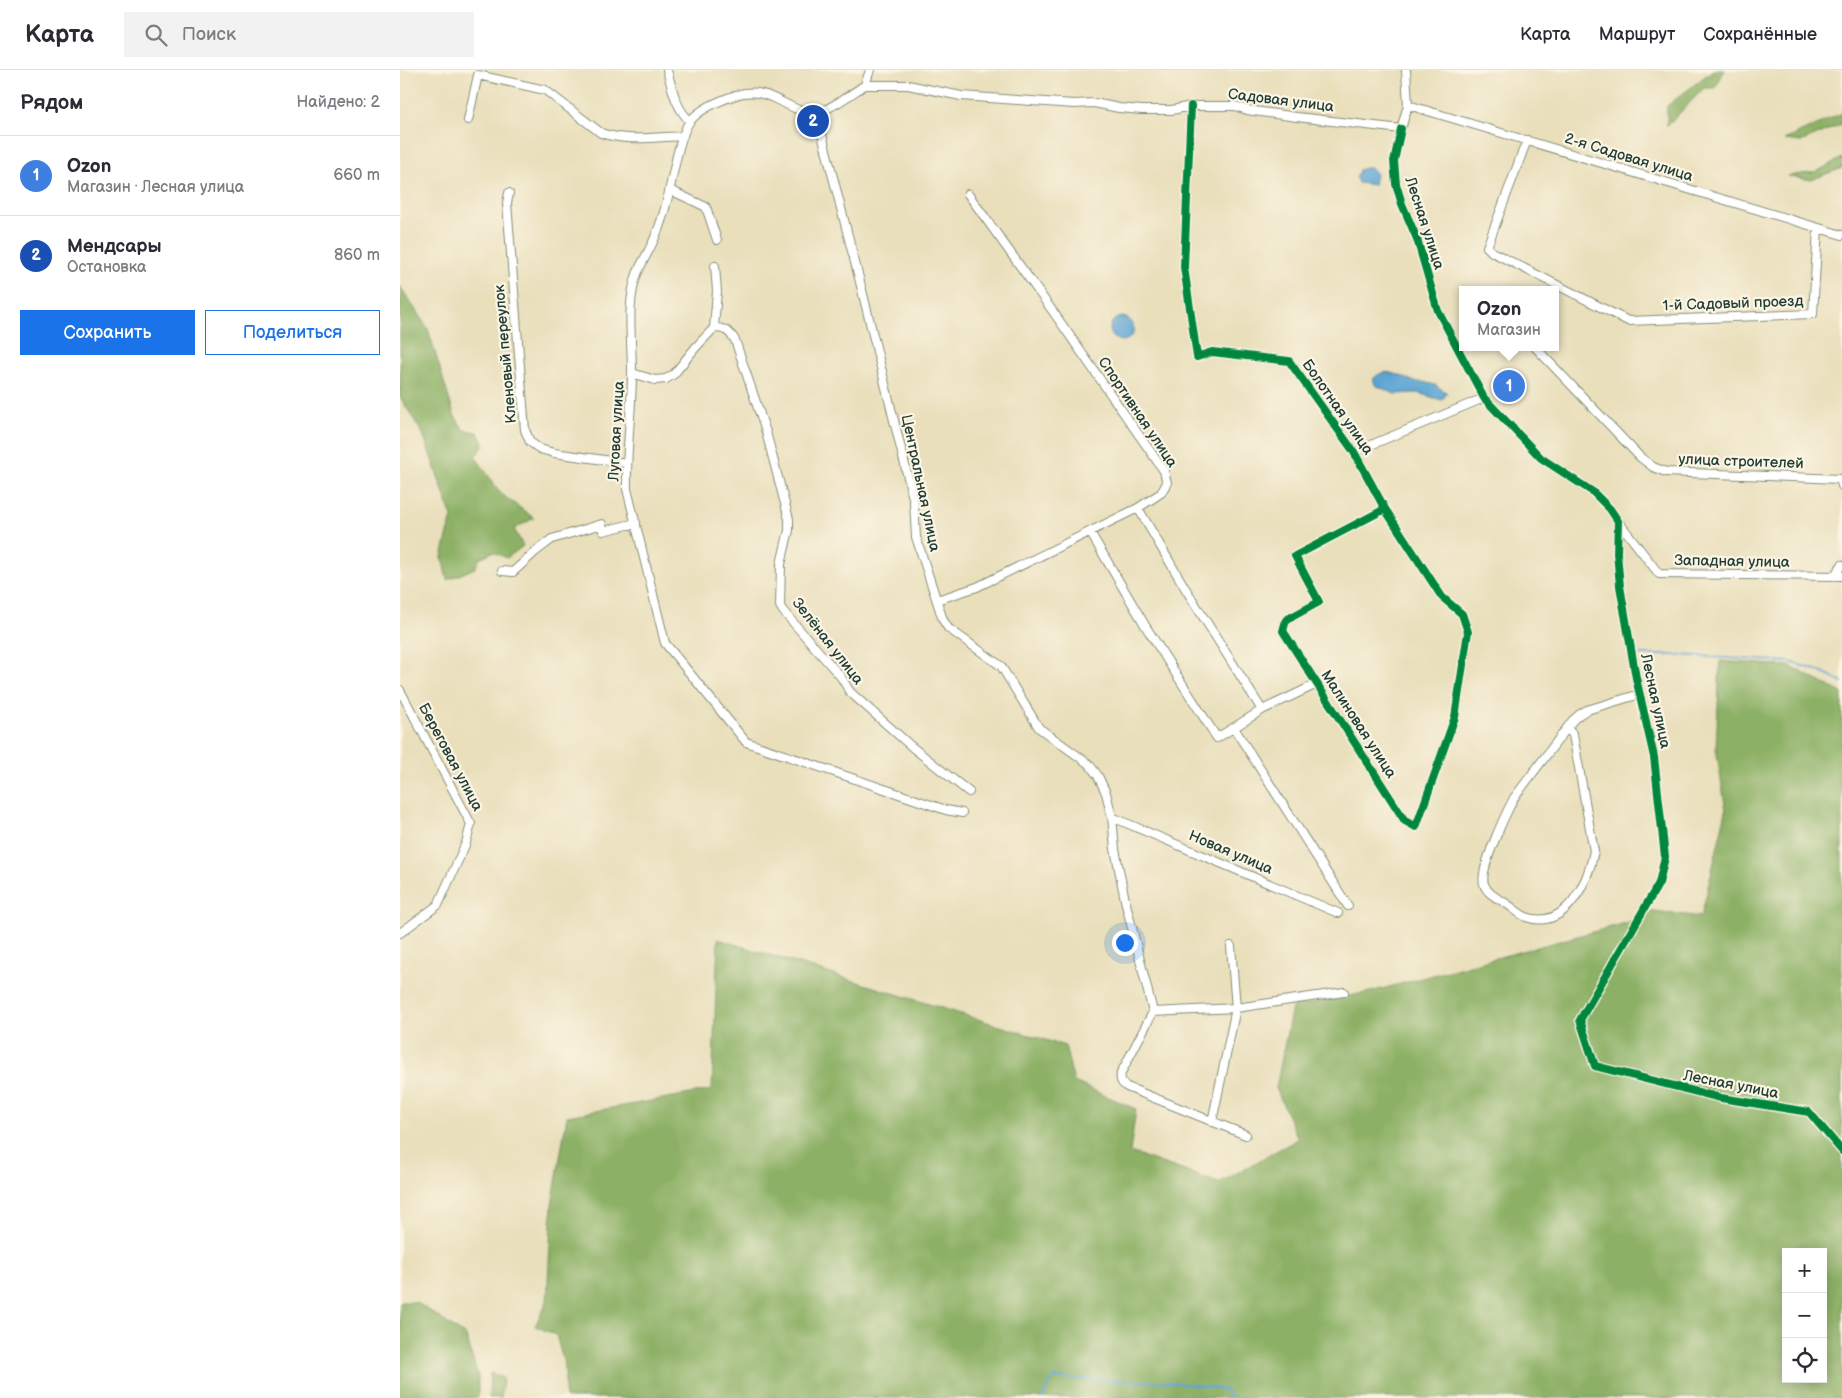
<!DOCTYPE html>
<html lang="ru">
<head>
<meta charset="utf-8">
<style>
  body { margin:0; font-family:"Balsamiq Sans",sans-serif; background:#f2f2f3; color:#2b2b33 }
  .controls { position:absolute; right:15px; bottom:15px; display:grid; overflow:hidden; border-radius:0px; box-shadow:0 2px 12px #0003 }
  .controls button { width:45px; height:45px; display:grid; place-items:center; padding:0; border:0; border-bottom:1px solid #e1e1e2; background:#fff; color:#2b2b33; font:25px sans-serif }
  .you { position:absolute; left:724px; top:872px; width:18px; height:18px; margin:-12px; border:4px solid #fff; border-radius:50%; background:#1a73e8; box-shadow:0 0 0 8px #1a73e833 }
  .badge { display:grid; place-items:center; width:32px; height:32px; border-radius:50%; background:#1a73e8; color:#fff; font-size:16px; font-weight:700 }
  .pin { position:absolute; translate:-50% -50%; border:2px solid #fff; box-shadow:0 1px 5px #0006 }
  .popup { position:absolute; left:1059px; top:216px; width:100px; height:65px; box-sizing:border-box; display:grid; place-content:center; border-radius:0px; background:#fff; filter:drop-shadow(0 1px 4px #0005); font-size:16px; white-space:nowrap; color:#7c7c81 }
  .popup b { font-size:19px; color:#2b2b33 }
  .popup::after { content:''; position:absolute; left:50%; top:100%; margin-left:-10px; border:10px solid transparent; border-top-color:#fff }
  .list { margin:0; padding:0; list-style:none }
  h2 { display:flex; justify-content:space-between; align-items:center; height:65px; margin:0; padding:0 20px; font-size:21px }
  h2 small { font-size:16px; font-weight:400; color:#7c7c81 }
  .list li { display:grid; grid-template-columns:32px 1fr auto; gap:15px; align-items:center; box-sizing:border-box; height:80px; padding:0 20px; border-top:1px solid #e1e1e2 }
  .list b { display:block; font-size:19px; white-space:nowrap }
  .list p { margin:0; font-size:16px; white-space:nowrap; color:#7c7c81 }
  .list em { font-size:16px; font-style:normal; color:#7c7c81 }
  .actions { display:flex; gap:10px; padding:15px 20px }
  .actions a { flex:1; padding:11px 0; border:1px solid #1a73e8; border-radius:0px; text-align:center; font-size:18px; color:#1a73e8 }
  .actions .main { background:#1a73e8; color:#fff }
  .icon { flex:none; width:28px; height:28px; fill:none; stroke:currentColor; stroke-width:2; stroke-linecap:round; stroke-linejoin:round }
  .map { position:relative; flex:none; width:1442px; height:1328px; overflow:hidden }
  header { display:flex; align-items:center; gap:30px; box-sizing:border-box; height:70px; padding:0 25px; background:#fff; border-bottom:1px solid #e1e1e2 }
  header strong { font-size:24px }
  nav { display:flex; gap:28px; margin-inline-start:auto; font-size:18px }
  .search { width:350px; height:45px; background:#f2f2f3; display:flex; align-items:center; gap:12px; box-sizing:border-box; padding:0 18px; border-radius:0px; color:#7c7c81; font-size:19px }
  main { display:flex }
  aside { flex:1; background:#fff }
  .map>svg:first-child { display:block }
</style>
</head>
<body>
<header>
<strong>Карта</strong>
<div class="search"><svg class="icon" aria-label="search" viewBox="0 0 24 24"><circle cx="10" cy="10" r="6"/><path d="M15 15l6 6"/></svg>Поиск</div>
<nav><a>Карта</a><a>Маршрут</a><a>Сохранённые</a></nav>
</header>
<main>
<aside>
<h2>Рядом<small>Найдено: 2</small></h2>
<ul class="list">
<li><span class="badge" style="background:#3f7fe0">1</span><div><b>Ozon</b><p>Магазин · Лесная улица</p></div><em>660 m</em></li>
<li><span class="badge" style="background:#1a4fb4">2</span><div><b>Мендсары</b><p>Остановка</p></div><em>860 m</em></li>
</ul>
<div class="actions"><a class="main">Сохранить</a><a>Поделиться</a></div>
</aside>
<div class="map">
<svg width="1442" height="1328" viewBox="0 0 1442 1328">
  <rect width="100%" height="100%" fill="#fcf5e5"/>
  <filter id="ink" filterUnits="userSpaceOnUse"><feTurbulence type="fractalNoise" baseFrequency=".02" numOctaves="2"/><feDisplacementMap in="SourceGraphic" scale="10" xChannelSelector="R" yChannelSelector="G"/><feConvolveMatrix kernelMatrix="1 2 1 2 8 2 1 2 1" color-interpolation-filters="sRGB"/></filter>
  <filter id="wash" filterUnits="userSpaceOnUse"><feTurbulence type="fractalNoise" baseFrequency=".0096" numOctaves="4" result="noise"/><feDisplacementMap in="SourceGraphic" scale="20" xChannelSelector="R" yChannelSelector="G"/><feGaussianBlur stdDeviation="1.12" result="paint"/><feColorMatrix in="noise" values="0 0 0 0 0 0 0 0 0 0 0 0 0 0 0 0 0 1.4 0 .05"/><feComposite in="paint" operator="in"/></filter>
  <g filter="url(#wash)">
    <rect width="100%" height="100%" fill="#e9dfbb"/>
    <path fill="#8cb065" stroke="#56764c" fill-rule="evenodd" d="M1313 0H1325L1315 18H1304L1267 56V36Z
      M1442 43V54L1401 72 1384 70Z
      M1442 88V98L1411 110 1387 106 1416 102Z
      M0 216 28 259 54 345 64 360 78 362 84 376 75 386 101 424 134 448 114 459 123 476 107 488 93 482 80 488 75 498 47 510 42 487 52 447 23 364 0 327Z
      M1320 591 1389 596 1442 623V1328H165V1297L156 1265 135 1256 147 1231 152 1135 167 1046 312 1020 318 869 665 976 674 1012 736 1039 730 1082 819 1113 898 1069 876 1018 892 937 970 922 1226 853 1255 841 1301 847 1326 741 1316 678ZM1386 1182H1423V1309H1386Z
      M0 1232H16L66 1266 78 1307V1328H0Z
      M90 1303 103 1308 101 1328H89Z"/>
    <path fill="#5ca4d3" stroke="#3e7084" d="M965 98H971L976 104 974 115 958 113 956 108 959 100Z
      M710 259a12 12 0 1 1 24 0a12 12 0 1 1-24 0Z
      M987 302 999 305 1015 312H1023L1035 315 1047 323 1042 330 1017 323 995 324 975 315 973 309 979 304Z"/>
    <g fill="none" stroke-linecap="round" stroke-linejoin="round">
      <path stroke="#5ca4d3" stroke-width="2" d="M1241 585H1280L1390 592 1422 602 1442 612
        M642 1328 653 1308 771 1312 823 1319 832 1328"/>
    </g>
  </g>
  <g filter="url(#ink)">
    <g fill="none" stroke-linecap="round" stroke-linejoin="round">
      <g stroke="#848e78" stroke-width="10">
        <path id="minor" d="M267 0C272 18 276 39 290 51
          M470 0 465 15C454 22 431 39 419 42 390 47 371 13 336 25 321 30 300 39 290 51 279 65 272 111 267 131 263 147 257 165 249 180 245 188 240 196 237 204 226 234 232 270 232 302 232 341 226 379 227 419L265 573 346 672 546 740 562 743
          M465 15H508L561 26 674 34 694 33 719 38 742 40H772L791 36H835L847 40 897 47 1001 59 1008 35 1006 0
          M1008 35 1442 165
          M791 36 784 197 797 287 812 282 889 291 954 382 985 439 1042 527 1062 544 1068 562 1055 647 1016 757 1005 751 883 561 886 550 919 532 895 486 985 439
          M419 42 418 49 459 208 514 432 516 467 543 550 548 558 601 596 639 658 689 694 698 706 706 723 712 747 715 779 725 830 753 942 721 1003C720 1010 721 1013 727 1017L846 1065
          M68 50 78 5 145 20 201 63C227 72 256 67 283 66
          M1001 59 994 91 996 114 1002 134 1017 169 1038 241 1084 328 1141 388 1193 422 1210 439 1218 451 1217 483 1220 516 1236 608 1254 687 1265 787 1259 813 1180 950 1195 996 1321 1028 1409 1042 1442 1081
          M1127 70 1087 177 1092 182 1228 251 1413 244 1418 158
          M270 120 306 137 317 170
          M109 123 107 133 125 360 130 372 140 379 154 383 226 393
          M314 258C325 258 329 261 335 270L366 362 389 449V460L381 494 380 536 383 541 441 607 450 622 512 677 569 722
          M1135 277 1240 387 1253 397 1266 402 1440 409 1442 416
          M232 303 255 310 266 309 274 304 296 277 314 258 317 221 315 196
          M954 382 1084 328
          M738 438 785 518 862 640
          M1218 451 1259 504 1442 506
          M690 462 746 557 817 668 862 640 917 614
          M102 501 113 502 135 482 152 469 202 454 203 461 236 453
          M1434 506 1442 495
          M537 530 577 517 738 438 761 423 767 413 764 401 654 243 568 124
          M0 620 71 754 66 773 38 835 0 863
          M834 658 948 836
          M1167 658 1173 665 1194 781C1188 812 1166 861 1126 847 1119 844 1113 838 1107 834 1099 829 1087 824 1084 814 1079 800 1106 743 1114 728L1173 650 1180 644 1187 640 1240 624
          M712 747 938 843
          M753 942 836 938 944 922
          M812 1052 836 938 831 876"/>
      </g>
      <use href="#minor" stroke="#fff" stroke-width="8"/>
      <g stroke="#fcf5e5" stroke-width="11">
        <path id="cycleway" d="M791 36 784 197 797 287 812 282 889 291 954 382 985 439 1042 527 1062 544 1068 562 1055 647 1016 757 1005 751 883 561 886 550 919 532 895 486 985 439
          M1001 59 994 91 996 114 1002 134 1017 169 1038 241 1084 328 1141 388 1193 422 1210 439 1218 451 1217 483 1220 516 1236 608 1254 687 1265 787 1259 813 1180 950 1195 996 1321 1028 1409 1042 1442 1081"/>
      </g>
      <use href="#cycleway" stroke="#00873e" stroke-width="8"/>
    </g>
  </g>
  <g text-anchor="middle" stroke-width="4.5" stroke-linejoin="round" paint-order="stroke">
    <g font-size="15" fill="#1f3d34" stroke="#fcf5e5">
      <text transform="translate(881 30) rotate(7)" y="5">Садовая улица</text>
      <text transform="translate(1229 87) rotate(17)" y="5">2-я Садовая улица</text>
      <text transform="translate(1025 153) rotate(72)" y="5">Лесная улица</text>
      <text transform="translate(1333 233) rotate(-2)" y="5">1-й Садовый проезд</text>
      <text transform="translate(105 284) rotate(-95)" y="5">Кленовый переулок</text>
      <text transform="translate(938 337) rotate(55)" y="5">Болотная улица</text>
      <text transform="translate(738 342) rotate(56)" y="5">Спортивная улица</text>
      <text transform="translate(216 361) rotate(-87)" y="5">Луговая улица</text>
      <text transform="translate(1341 391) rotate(2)" y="5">улица строителей</text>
      <text transform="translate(521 413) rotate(78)" y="5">Центральная улица</text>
      <text transform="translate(1332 491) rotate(1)" y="5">Западная улица</text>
      <text transform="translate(428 571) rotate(52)" y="5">Зелёная улица</text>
      <text transform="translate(1256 631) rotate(78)" y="5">Лесная улица</text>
      <text transform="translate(959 654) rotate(57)" y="5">Малиновая улица</text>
      <text transform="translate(51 687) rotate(62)" y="5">Береговая улица</text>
      <text transform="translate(831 782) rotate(23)" y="5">Новая улица</text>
      <text transform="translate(1331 1014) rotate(11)" y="5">Лесная улица</text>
    </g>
  </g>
</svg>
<div class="controls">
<button>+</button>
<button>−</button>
<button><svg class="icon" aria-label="locate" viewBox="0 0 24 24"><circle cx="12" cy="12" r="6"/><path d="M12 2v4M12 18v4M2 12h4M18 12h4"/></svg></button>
</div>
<div class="you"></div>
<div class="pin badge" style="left:1109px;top:316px;background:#3f7fe0">1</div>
<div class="popup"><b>Ozon</b>Магазин</div>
<div class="pin badge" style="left:413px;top:51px;background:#1a4fb4">2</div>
</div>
</main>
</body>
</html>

Task requirements -
Reply with every line of the listing that has the string "fractalNoise".

Response -
  <filter id="ink" filterUnits="userSpaceOnUse"><feTurbulence type="fractalNoise" baseFrequency=".02" numOctaves="2"/><feDisplacementMap in="SourceGraphic" scale="10" xChannelSelector="R" yChannelSelector="G"/><feConvolveMatrix kernelMatrix="1 2 1 2 8 2 1 2 1" color-interpolation-filters="sRGB"/></filter>
  <filter id="wash" filterUnits="userSpaceOnUse"><feTurbulence type="fractalNoise" baseFrequency=".0096" numOctaves="4" result="noise"/><feDisplacementMap in="SourceGraphic" scale="20" xChannelSelector="R" yChannelSelector="G"/><feGaussianBlur stdDeviation="1.12" result="paint"/><feColorMatrix in="noise" values="0 0 0 0 0 0 0 0 0 0 0 0 0 0 0 0 0 1.4 0 .05"/><feComposite in="paint" operator="in"/></filter>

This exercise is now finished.